Wednesday, February 24, 2010

The Un-Molding . . .

Here's some pictures of my last two batches of Goat Milk soaps!

Coffee-Coffee Soap

It took an hour just to un-mold this! My arms haven't hurt so much since stacking hay ;) Methinks I should try parchment paper to line the mold next time. Wax paper gets soggy and doesn't slide out like it should.

Other than that, this batch ended up perfectly circular, Yahoo!!!!! It smells like chocolate for some reason (a delovely surprise). We'll see what it smells like in 1-1/2 weeks when its done curing. While cutting it into bars this afternoon, I had a strange urge to eat it . . .

Chamomile Oat

We didn't have any vaseline in the house to 'grease' the molds, so I waited over a week before attempting to un-mold these individual soaps. The water content in homemade soap will evaporate over time, making somewhat cured soaps easier to get out.

I added the chamomile heads to this soap along with its infused Olive Oil. Hopefully it won't be too scratchy and hopefully the chamomile scent will stay! I like the yellow-ish color it turned. Each batch ends up such a unique color according to the natural ingredients.

Not sure what the qualities are yet . . . we can't use it until this Sunday!

Sunday, February 21, 2010

Coffee-Coffee Soap!

I know . . . I said coffee twice :)

Since I want to start selling soaps by next January, I need ALL the practice I can get. Sundays are my official soaping day.

Today I used my usual Martha Stewart Goat Milk Soap recipe, substituted double-strength coffee for half of the liquid (GM is the other half), and added 1 Tbl of used, Fog Lifter coffee grounds. I read somewhere that freshly ground coffee beans were way too scratchy. Plus I made sure to add the coffee AFTER the initial lye reaction . . . hopefully that will preserve some of the smell.

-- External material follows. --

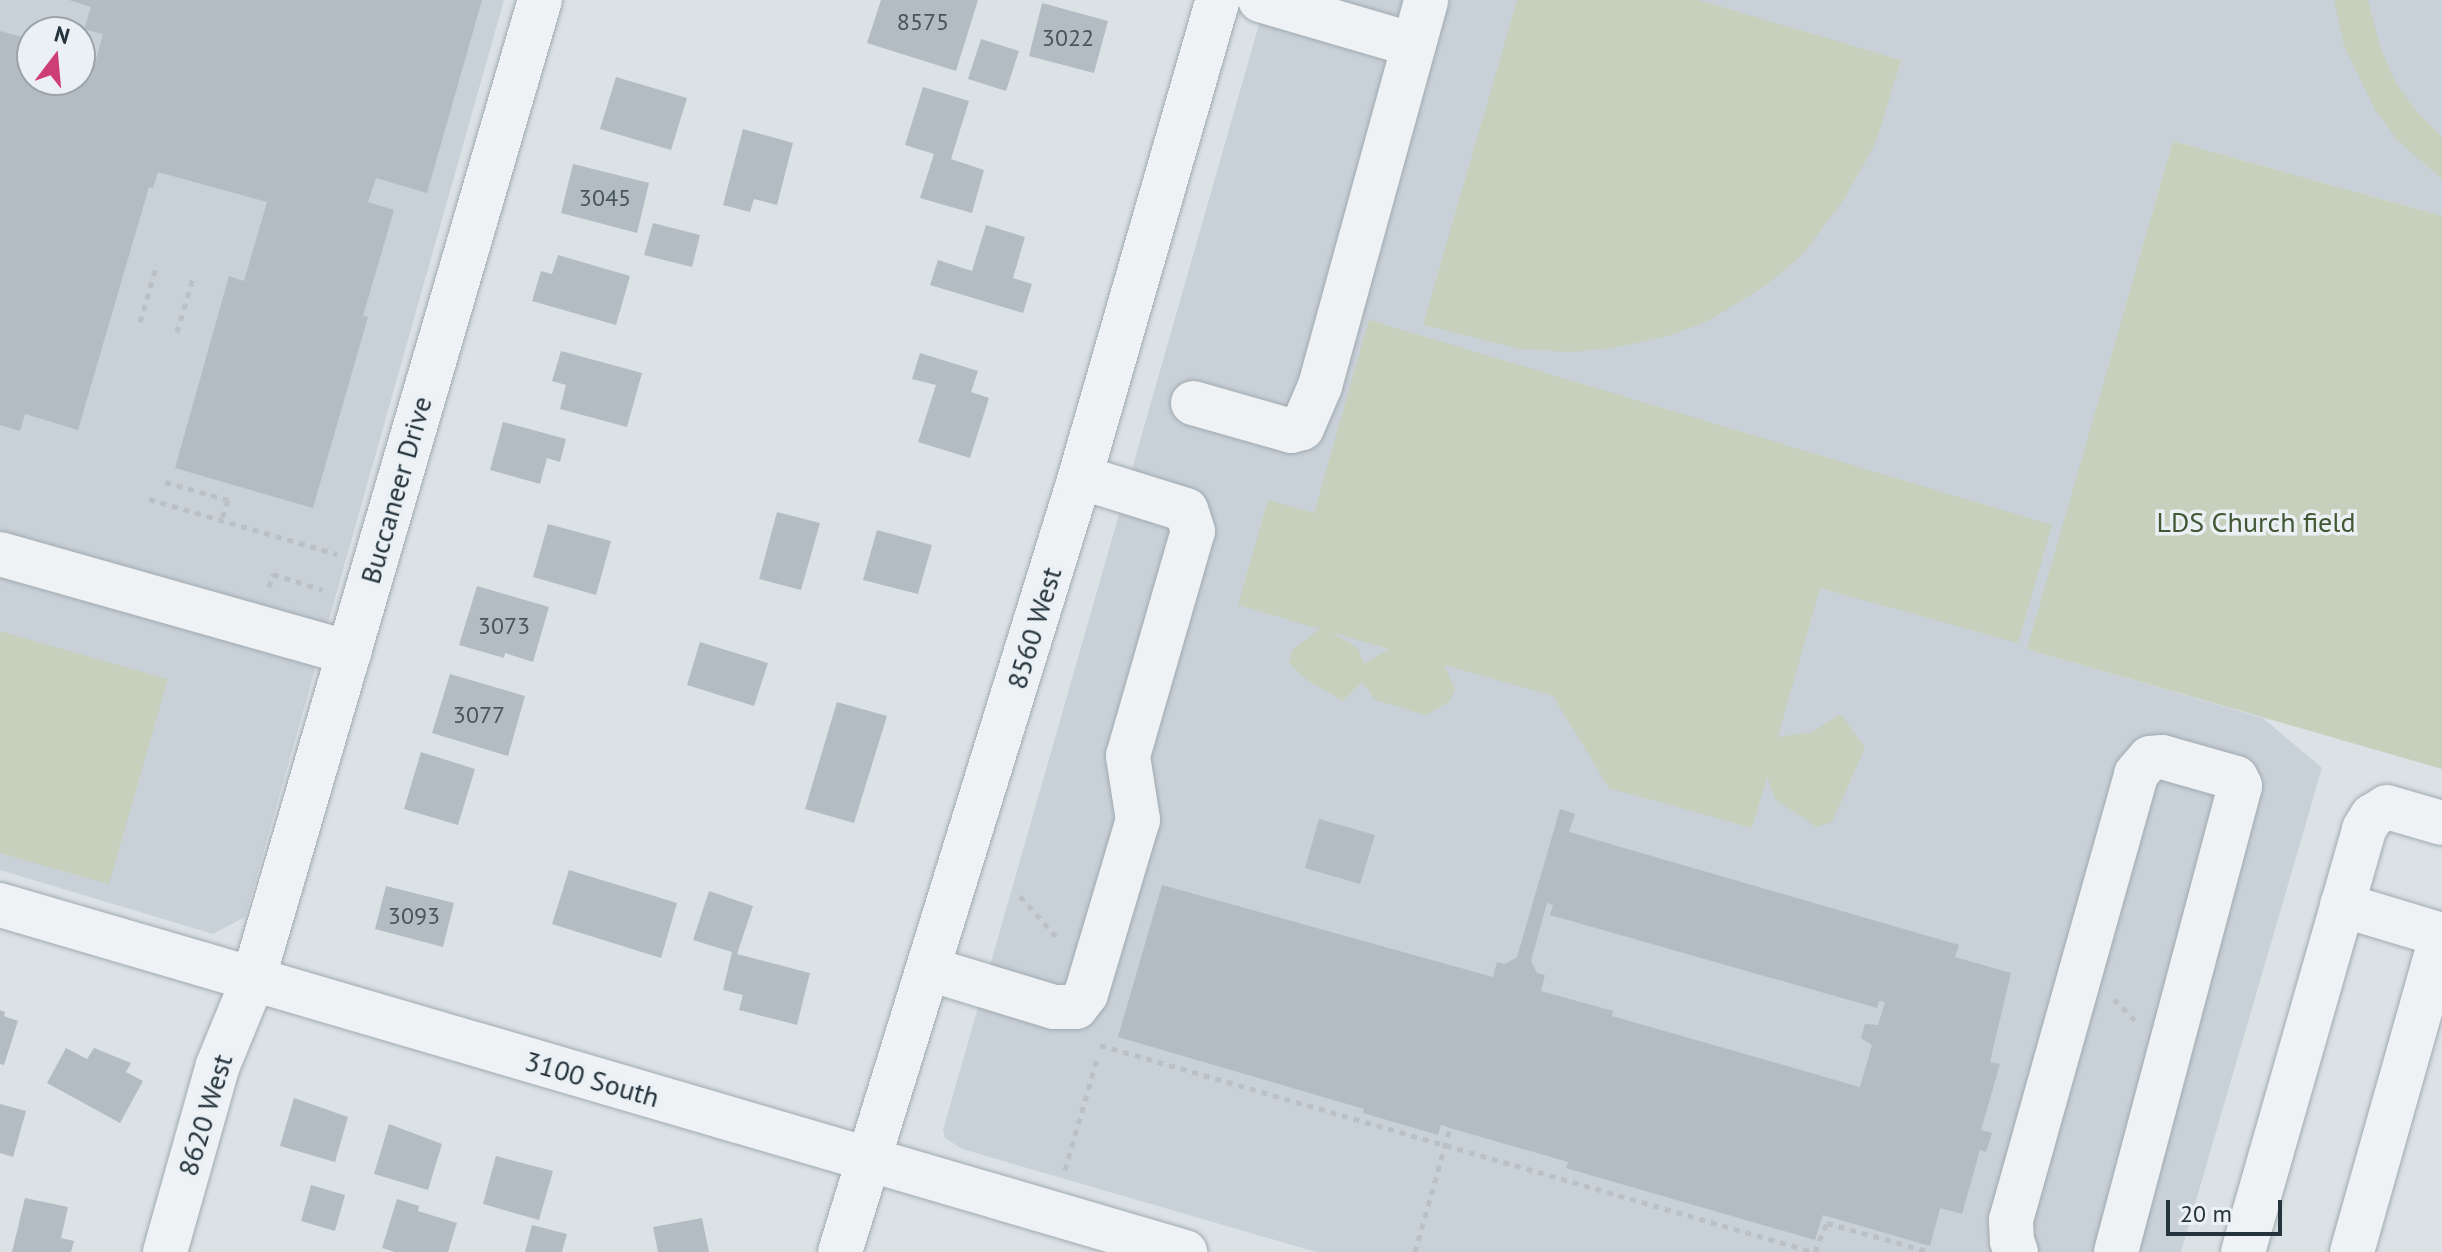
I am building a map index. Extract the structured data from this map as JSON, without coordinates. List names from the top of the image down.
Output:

What I'm hoping for: Chocolately color. Slight Coffee scent. Exfoliation, without sacrificing the moisturizing benefits of the recipe.

I stuck the Pringles can/mold in the freezer for two hours, then transferred to the fridge where it will stay for the rest of its 48 hour 'insulation' period. Hopefully this will prevent the soap from gelling-- giving it a lighter color. It should also prevent the soap from volcano-ing into an odd shaped log.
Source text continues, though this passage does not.